#### ASSIGNED TASK
The answer must be an exact copy of the lines from the top of the listing below through the line with "filter:drop-shadow(2px 0 #677187)", with no pictures.

#### SUPPLIED RECORDS
↓↓↓

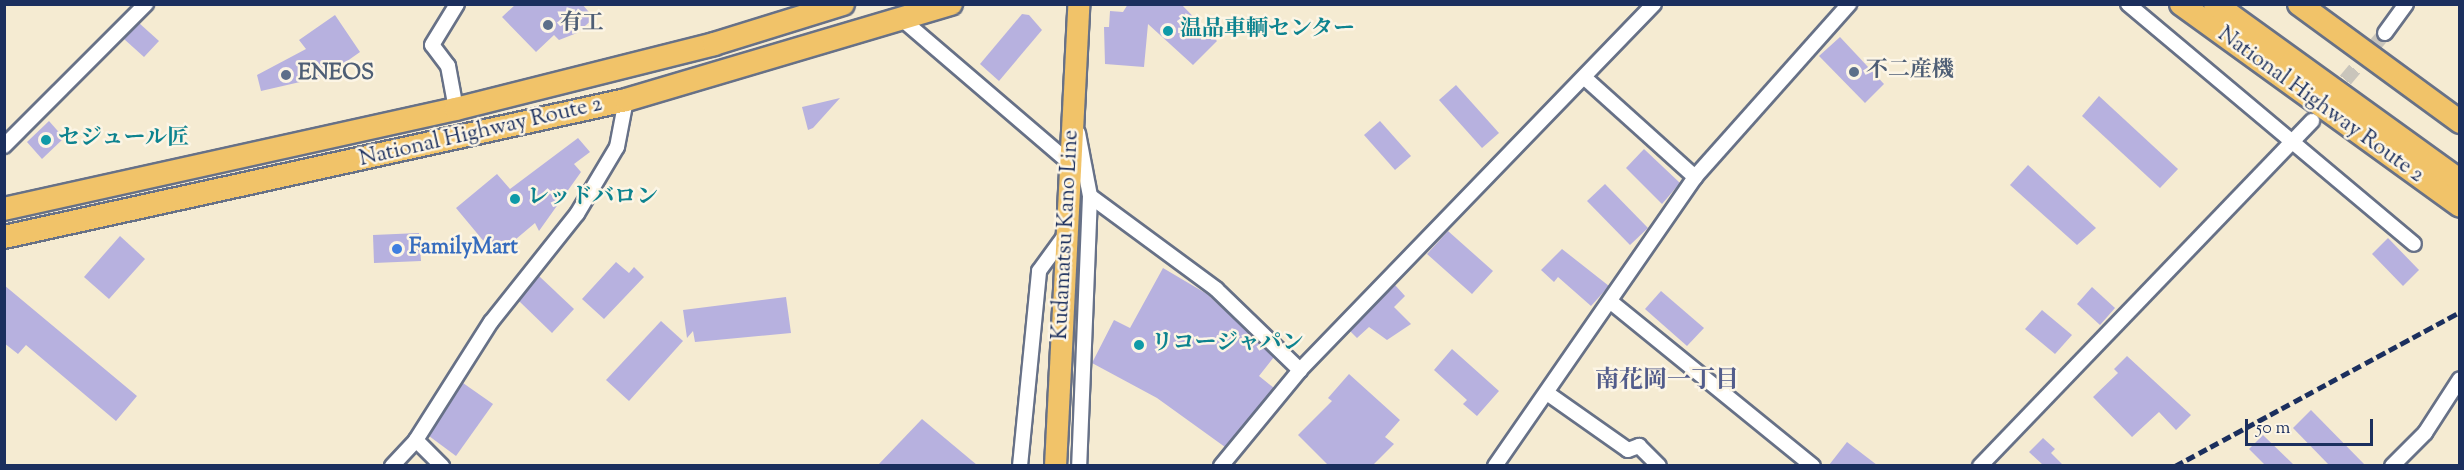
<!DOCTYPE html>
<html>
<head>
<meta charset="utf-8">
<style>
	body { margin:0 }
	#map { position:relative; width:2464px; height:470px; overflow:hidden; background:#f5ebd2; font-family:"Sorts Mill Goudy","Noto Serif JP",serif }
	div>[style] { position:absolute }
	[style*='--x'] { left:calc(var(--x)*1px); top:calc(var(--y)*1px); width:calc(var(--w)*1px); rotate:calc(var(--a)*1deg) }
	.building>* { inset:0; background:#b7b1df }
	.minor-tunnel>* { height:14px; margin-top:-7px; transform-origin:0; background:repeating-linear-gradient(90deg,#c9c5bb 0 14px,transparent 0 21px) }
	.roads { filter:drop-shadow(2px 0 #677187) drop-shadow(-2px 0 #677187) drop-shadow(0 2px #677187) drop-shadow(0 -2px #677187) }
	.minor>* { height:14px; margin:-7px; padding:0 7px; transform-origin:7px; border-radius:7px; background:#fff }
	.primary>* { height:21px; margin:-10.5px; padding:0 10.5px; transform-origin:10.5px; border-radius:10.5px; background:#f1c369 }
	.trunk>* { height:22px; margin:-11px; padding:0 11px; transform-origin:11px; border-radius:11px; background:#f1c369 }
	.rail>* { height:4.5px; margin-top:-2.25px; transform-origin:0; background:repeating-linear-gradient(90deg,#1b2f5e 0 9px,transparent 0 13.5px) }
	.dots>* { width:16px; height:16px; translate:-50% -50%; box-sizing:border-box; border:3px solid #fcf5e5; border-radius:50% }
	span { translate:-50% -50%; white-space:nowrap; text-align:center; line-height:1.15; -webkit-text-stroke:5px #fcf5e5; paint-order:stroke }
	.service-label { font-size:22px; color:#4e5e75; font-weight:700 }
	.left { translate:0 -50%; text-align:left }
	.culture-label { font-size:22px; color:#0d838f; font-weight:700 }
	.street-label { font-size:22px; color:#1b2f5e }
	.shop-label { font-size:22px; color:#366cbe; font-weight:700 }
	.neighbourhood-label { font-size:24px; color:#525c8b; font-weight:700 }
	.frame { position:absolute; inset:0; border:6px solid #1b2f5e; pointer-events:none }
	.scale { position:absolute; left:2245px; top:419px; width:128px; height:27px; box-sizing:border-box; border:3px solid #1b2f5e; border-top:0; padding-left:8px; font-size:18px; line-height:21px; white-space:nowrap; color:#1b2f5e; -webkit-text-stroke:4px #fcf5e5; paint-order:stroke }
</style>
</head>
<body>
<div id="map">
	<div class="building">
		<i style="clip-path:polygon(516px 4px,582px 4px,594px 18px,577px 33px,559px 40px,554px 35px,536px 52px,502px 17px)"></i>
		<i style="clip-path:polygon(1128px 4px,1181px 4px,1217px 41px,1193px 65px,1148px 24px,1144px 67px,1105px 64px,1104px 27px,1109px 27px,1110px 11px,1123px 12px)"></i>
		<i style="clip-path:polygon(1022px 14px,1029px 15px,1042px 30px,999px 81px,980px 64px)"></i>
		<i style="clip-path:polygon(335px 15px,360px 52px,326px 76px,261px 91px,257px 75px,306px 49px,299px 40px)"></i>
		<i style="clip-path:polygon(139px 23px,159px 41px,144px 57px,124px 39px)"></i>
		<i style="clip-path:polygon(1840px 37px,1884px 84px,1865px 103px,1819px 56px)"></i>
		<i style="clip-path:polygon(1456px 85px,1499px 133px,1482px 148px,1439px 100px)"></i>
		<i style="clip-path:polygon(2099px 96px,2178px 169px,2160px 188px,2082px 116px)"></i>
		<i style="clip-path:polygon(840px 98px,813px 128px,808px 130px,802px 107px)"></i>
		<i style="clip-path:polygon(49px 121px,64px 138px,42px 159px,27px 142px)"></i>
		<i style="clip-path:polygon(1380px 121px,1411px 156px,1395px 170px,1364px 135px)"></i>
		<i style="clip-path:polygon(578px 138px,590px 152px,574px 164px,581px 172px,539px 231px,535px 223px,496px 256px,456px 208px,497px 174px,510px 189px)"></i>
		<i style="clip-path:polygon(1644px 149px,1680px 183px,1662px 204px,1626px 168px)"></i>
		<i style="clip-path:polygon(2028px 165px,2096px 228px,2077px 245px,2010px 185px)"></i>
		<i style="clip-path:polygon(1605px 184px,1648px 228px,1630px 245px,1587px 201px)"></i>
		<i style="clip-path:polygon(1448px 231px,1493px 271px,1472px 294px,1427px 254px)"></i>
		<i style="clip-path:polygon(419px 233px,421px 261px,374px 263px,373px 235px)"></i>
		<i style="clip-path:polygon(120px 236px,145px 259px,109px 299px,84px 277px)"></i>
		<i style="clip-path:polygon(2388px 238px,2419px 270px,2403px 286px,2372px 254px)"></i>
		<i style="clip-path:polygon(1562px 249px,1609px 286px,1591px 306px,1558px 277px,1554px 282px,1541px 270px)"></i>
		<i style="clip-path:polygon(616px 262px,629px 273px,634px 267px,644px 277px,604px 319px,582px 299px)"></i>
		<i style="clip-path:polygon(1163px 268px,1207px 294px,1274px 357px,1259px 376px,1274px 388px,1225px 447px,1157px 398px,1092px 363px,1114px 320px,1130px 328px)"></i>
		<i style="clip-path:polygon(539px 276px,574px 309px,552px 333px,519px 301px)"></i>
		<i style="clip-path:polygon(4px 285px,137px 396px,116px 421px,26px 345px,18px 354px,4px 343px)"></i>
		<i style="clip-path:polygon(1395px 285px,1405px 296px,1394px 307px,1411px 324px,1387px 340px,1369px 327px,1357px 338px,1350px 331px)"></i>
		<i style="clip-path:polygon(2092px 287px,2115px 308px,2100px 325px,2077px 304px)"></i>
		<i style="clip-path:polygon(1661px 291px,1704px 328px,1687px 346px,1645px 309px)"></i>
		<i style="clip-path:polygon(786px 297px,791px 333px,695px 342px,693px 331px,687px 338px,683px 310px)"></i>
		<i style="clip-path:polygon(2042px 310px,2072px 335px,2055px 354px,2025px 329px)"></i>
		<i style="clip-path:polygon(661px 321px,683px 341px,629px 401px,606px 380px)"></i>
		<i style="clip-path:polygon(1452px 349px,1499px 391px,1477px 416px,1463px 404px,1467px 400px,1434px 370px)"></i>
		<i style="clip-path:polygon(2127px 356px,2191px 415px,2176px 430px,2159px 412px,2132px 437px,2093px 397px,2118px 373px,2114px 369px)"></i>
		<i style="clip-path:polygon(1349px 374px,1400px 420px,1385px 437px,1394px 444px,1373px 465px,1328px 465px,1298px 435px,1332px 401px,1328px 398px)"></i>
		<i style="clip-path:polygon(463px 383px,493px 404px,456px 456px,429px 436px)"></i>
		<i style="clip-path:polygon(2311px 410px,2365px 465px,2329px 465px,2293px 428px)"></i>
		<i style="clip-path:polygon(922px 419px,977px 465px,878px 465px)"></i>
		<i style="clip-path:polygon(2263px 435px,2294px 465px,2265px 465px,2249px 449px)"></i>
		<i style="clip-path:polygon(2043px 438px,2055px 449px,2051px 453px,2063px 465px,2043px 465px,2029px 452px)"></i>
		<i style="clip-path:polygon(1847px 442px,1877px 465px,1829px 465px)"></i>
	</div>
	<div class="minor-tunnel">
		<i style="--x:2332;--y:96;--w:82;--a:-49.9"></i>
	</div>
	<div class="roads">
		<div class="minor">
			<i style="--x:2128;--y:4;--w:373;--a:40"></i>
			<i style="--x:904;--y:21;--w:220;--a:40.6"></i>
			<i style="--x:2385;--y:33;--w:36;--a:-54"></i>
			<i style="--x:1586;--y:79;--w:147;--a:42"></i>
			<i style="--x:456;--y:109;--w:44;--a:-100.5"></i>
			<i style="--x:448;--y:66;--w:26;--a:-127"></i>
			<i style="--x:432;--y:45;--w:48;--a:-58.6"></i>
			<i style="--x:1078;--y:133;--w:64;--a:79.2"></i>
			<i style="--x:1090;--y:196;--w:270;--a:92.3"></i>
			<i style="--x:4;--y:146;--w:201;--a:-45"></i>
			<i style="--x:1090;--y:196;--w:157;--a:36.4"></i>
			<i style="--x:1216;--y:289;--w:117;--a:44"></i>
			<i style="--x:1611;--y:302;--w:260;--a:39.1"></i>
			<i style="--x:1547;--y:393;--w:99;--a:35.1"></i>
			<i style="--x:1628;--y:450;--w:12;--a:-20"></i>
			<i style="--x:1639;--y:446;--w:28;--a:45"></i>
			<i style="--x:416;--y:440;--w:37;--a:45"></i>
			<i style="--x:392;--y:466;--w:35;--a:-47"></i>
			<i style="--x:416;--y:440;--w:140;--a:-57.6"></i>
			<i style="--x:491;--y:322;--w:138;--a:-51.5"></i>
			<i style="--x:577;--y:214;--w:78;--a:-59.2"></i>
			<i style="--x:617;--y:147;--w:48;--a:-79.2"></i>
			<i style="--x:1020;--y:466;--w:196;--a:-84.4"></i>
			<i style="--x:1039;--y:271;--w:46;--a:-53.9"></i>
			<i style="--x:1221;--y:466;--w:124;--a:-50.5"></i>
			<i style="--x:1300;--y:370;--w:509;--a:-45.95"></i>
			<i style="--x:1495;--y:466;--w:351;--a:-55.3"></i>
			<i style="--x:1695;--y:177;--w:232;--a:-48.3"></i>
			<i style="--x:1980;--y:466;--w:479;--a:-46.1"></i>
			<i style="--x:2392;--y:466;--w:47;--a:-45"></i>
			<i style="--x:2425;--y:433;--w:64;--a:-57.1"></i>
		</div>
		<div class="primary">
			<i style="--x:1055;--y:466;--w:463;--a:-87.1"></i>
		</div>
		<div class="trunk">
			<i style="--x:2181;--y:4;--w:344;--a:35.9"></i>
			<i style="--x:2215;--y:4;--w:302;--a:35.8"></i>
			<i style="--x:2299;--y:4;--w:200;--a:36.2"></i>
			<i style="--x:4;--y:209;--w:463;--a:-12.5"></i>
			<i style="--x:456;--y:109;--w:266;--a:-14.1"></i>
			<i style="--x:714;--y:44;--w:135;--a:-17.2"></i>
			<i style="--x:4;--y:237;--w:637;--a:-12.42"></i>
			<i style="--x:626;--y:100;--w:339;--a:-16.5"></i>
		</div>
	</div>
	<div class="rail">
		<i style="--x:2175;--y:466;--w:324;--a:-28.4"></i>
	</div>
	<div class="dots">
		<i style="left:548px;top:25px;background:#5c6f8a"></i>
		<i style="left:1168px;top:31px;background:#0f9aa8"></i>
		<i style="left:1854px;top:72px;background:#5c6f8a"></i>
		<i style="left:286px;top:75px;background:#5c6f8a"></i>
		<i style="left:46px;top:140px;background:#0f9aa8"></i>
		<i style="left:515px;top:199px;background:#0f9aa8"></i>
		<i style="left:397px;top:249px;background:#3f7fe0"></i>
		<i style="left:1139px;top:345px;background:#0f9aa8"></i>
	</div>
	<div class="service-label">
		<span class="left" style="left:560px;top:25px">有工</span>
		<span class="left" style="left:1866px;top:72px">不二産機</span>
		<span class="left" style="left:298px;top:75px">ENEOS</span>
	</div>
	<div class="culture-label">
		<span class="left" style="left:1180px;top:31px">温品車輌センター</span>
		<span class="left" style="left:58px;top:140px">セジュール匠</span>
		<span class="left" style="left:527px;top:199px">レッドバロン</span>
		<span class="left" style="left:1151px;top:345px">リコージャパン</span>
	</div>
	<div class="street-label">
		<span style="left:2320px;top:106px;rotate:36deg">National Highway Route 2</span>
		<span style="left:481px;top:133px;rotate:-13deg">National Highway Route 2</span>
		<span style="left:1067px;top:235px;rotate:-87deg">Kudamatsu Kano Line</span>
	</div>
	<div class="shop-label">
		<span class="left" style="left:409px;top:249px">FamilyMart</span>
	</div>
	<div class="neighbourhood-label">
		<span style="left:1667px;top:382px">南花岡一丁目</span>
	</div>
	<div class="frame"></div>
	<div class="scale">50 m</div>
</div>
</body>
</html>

↑↑↑

#### YOUR SOLUTION
<!DOCTYPE html>
<html>
<head>
<meta charset="utf-8">
<style>
	body { margin:0 }
	#map { position:relative; width:2464px; height:470px; overflow:hidden; background:#f5ebd2; font-family:"Sorts Mill Goudy","Noto Serif JP",serif }
	div>[style] { position:absolute }
	[style*='--x'] { left:calc(var(--x)*1px); top:calc(var(--y)*1px); width:calc(var(--w)*1px); rotate:calc(var(--a)*1deg) }
	.building>* { inset:0; background:#b7b1df }
	.minor-tunnel>* { height:14px; margin-top:-7px; transform-origin:0; background:repeating-linear-gradient(90deg,#c9c5bb 0 14px,transparent 0 21px) }
	.roads { filter:drop-shadow(2px 0 #677187) drop-shadow(-2px 0 #677187) drop-shadow(0 2px #677187) drop-shadow(0 -2px #677187) }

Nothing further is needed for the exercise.